QIAseq RNA workflows

QIAseq Targeted RNAscan Panels use molecular barcode technology to quantify a large number of fusion genes and identify new fusion gene partners.

The concept of molecular barcoding is that during library preparation of the samples, a Unique Molecular Index (UMI) is added to each read. The barcoded molecules are then amplified by PCR. Due to intrinsic noise and sequence-dependent bias, barcoded sequences may be amplified unevenly. Thus, target quantification can be better achieved by counting the number of UMIs in the reads rather than counting the total number of reads for each gene. Reads having different UMIs represent different original molecules, while reads having the same UMI are results of PCR duplication from one original molecule.

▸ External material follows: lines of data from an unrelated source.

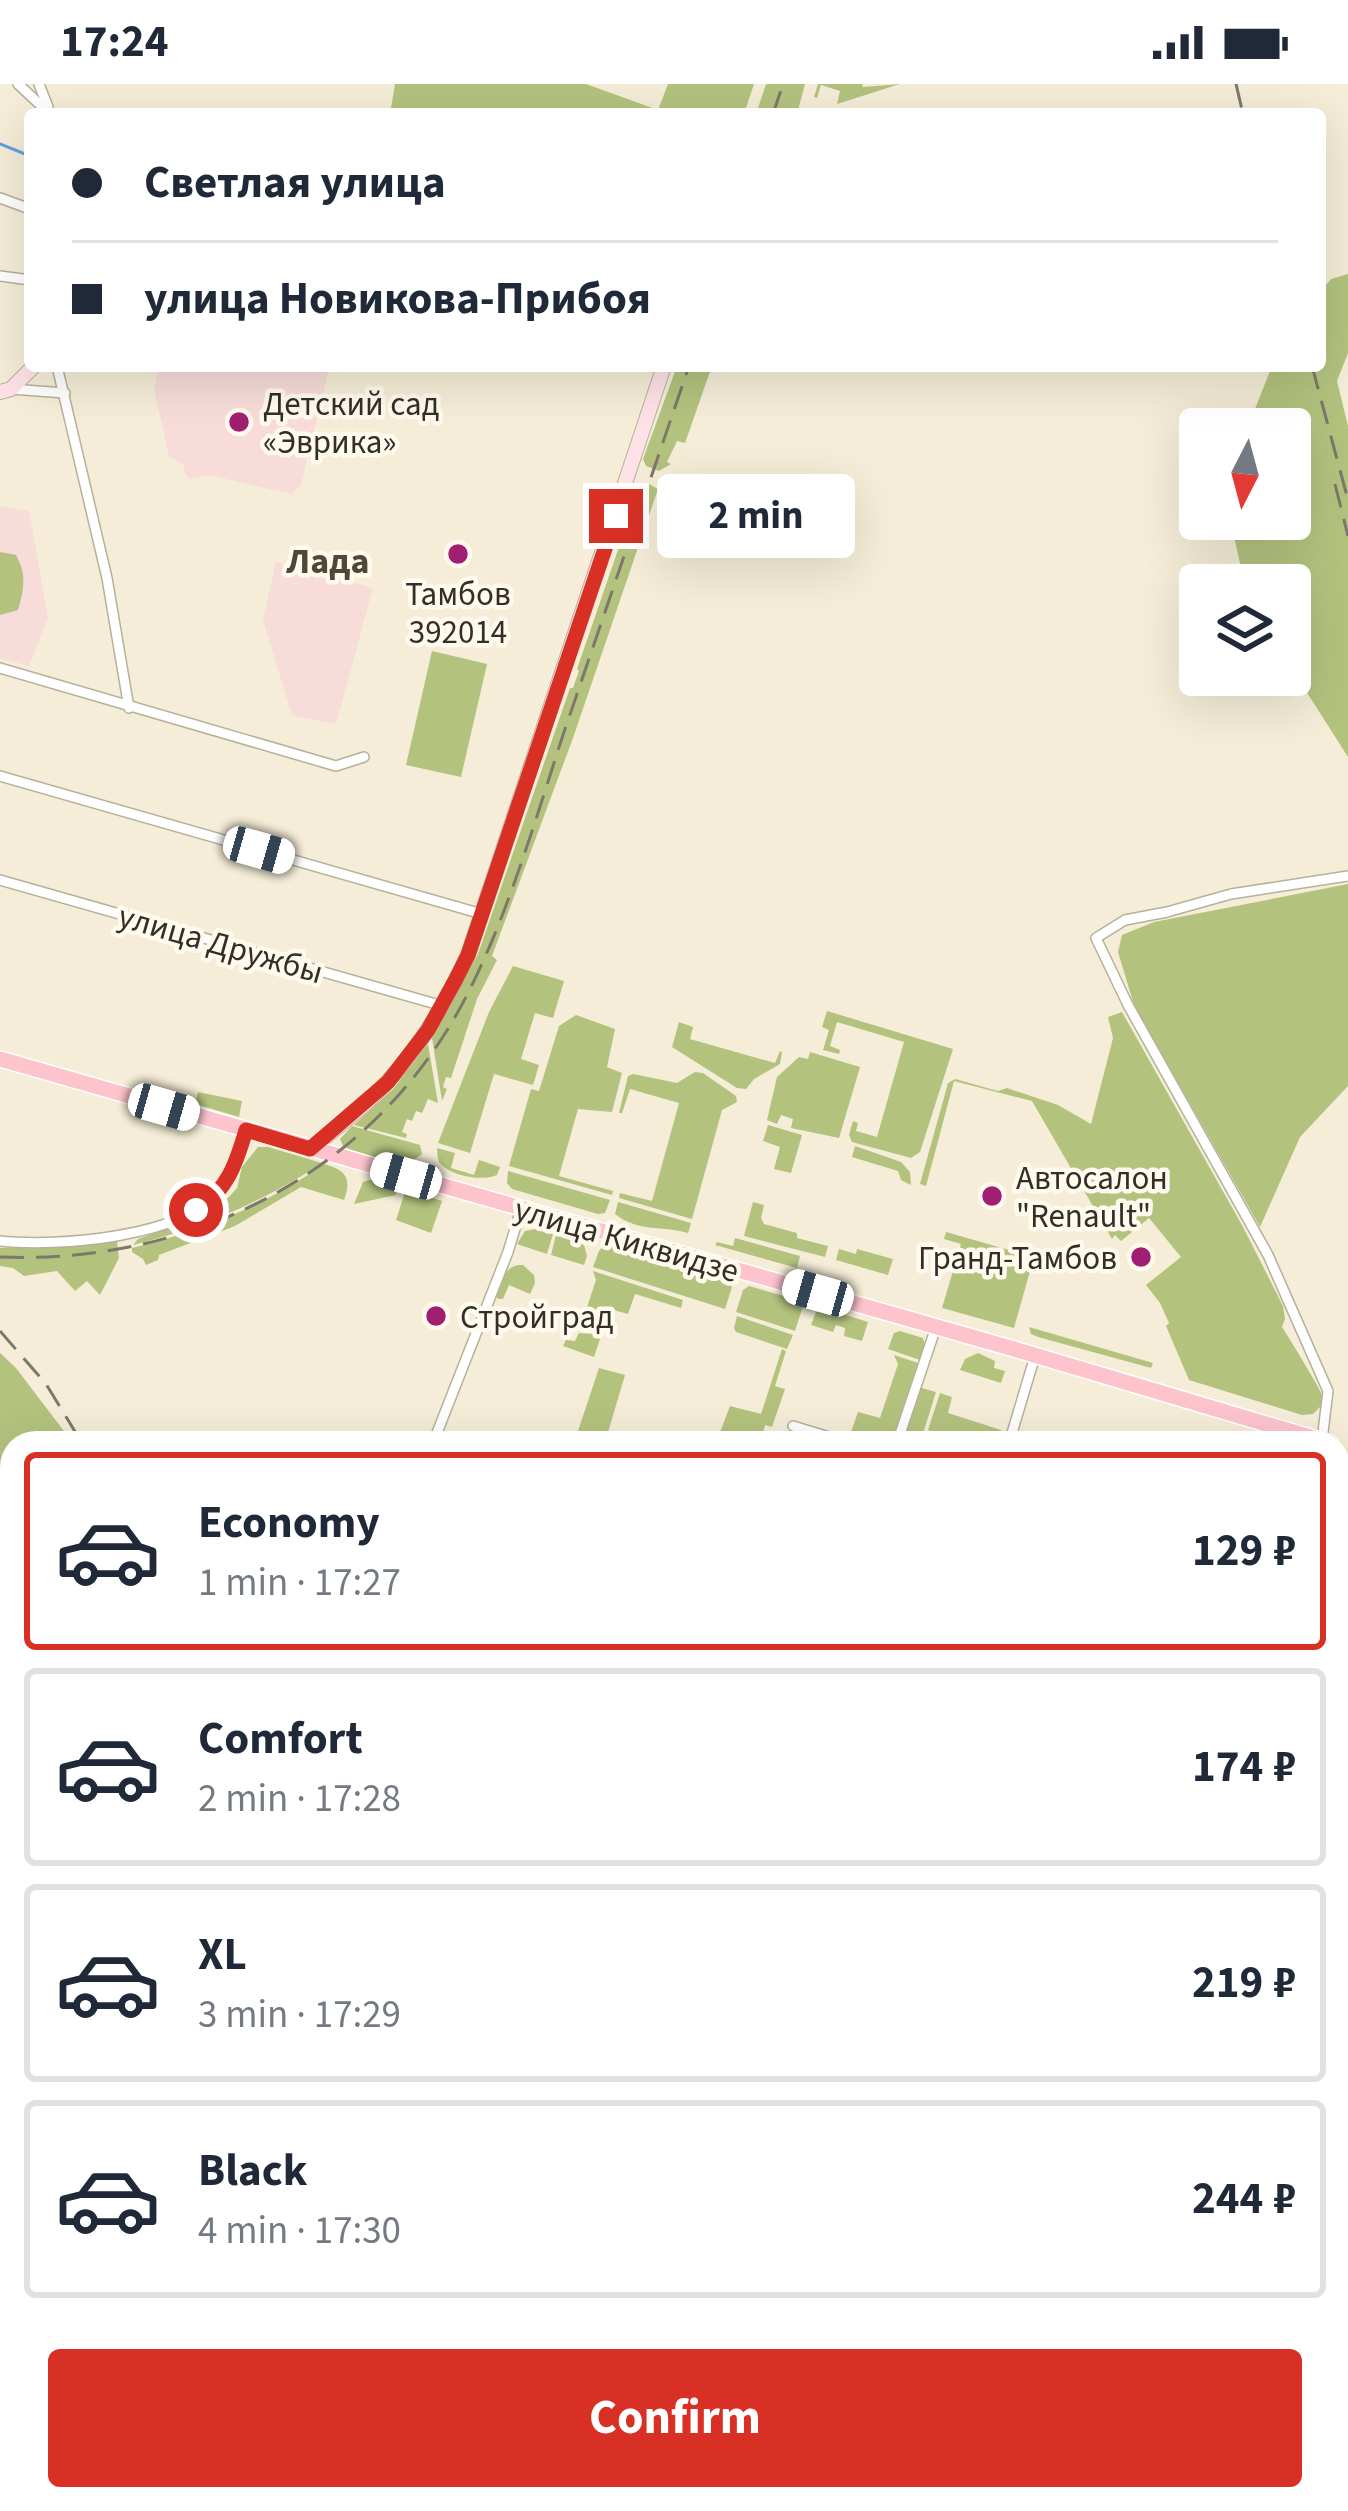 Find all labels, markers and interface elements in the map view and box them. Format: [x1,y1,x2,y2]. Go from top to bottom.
text: 17:24 [60,10,169,74]
text: Светлая улица [144,151,446,215]
text: улица Новикова-Прибоя [144,267,651,331]
place label: Детский сад «Эврика» [263,381,439,466]
north arrow [1179,408,1311,540]
map controls [1179,408,1311,696]
marker: Детский сад «Эврика» [226,409,252,435]
callout: 2 min [658,474,856,558]
text: 2 min [709,488,803,544]
route end [589,489,643,543]
district label: Лада [286,536,369,587]
marker: Тамбов 392014 [445,541,471,567]
button: layers [1179,564,1311,696]
place label: Тамбов 392014 [405,571,511,656]
car [219,823,299,877]
street label: улица Дружбы [113,893,328,996]
car [124,1080,204,1134]
car [366,1149,446,1203]
place label: Автосалон "Renault" [1016,1155,1168,1240]
route start [169,1183,223,1237]
marker: Автосалон "Renault" [979,1183,1005,1209]
street label: улица Киквидзе [509,1186,744,1295]
place label: Гранд-Тамбов [918,1235,1117,1282]
marker: Гранд-Тамбов [1128,1244,1154,1270]
car [778,1266,858,1320]
place label: Стройград [460,1294,614,1341]
marker: Стройград [423,1303,449,1329]
text: Economy [198,1491,380,1555]
icon: car [54,1497,162,1605]
text: 129 ₽ [1192,1519,1296,1583]
text: 1 min · 17:27 [198,1555,401,1611]
text: Comfort [198,1707,363,1771]
icon: car [54,1713,162,1821]
text: 174 ₽ [1192,1735,1296,1799]
text: 2 min · 17:28 [198,1771,401,1827]
text: XL [198,1923,247,1987]
icon: car [54,1929,162,2037]
text: 219 ₽ [1192,1951,1296,2015]
text: 3 min · 17:29 [198,1987,401,2043]
text: Black [198,2139,308,2203]
icon: car [54,2145,162,2253]
text: 244 ₽ [1192,2167,1296,2231]
text: 4 min · 17:30 [198,2203,401,2259]
button: Confirm [48,2349,1302,2487]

The first step in the Detect QIAseq RNAscan Fusions template workflow trims the UMI while retaining the UMI information as an annotation on the read. UMI reads are then created using the Create UMI Reads from Reads. Any remaining PCR adapters are also trimmed away before reads are mapped to the human transcriptome for the purposes of RNA-Seq analysis. In the final stage of the workflow, potential fusion genes are detected, and the identified fusion events are refined to increase the sensitivity and specificity of the calls.

Detection. The workflow first trims all remaining adapters from the reads. The trimmed reads are then mapped to the reference transcriptome sequence. The Detect and Refine Fusion Genes tool (http://resources.qiagenbioinformatics.com/manuals/clcgenomicsworkbench/current/index.php?manual=Detect_Refine_Fusion_Genes.html) will identify fusion events based primarily on the number of fusion crossing reads, and subsequently on the number of fusion spanning reads. However, when determining whether a read actually crosses the fusion, the tool takes into account the length of the unaligned end, as well as exon boundaries (as at the RNA level, fusions usually happen at exon boundaries). Finally, other evidence, such as whether the unaligned end maps many places in the genome, are considered. Note that the parameters of the Define and Refine Fusion Genes tool when included in the workflow are configured differently than the default values of the tool used on its own. In particular, filters have been relaxed to not overlook any fusion.

Refinement. The Detect and Refine Fusion Genes tool considers at most 200 identified fusions for refinement (the ones with the lowest provisional p-value, i.e., the highest provisional Z-score). The tool then re-maps the original trimmed reads against a set of fusion references (i.e., the transcriptome including putative fusion transcripts). We expect that some previously unmapped or poorly mapped reads will now map directly to the fusion transcripts, resulting in a more accurate detection of fusion supporting reads.

The Detect and Refine Fusion Genes tool uses a binomial model to evaluate the fusions. The null hypothesis is that there is no fusion, i.e., the reads originate from the wild type transcript. Hence, a small p-value suggests a fusion transcript. Reads are assigned to either come from fusion or wild type transcripts based on how well they map to either. This assignment is based on mapping, and it will have an error rate (e) that we estimate from test data. In addition, we require a minimum number of reads to support any fusion breakpoint before considering it as a fusion. This guards against false positives due to low coverage. In addition, we require a minimum number of reads to support any fusion breakpoint before considering it as a fusion. This guards against false positives due to low coverage.

The Z-score and p-value are then calculated using a standard one-tailed binomial test and an "Assumed error rate". This Assumed error rate is a mapping error rate, i.e., the probability of an unaligned end mapping to another gene by random. The p-value represents the probability of spanning/crossing reads (indicating a fusion), under the null hypothesis where a fraction (i.e., the "Assumed error rate") of reads map there by chance.

The Detect and Refine Fusion Genes tool outputs a maximum of 200 identified fusions in a fusion track. In addition to that track, the tool will also generate a set of "fusion references", i.e., a sequence track, gene track, mRNA track, CDS track and primer track that assumes the identified fusions. The tool also outputs a fusion breakpoint track and a report.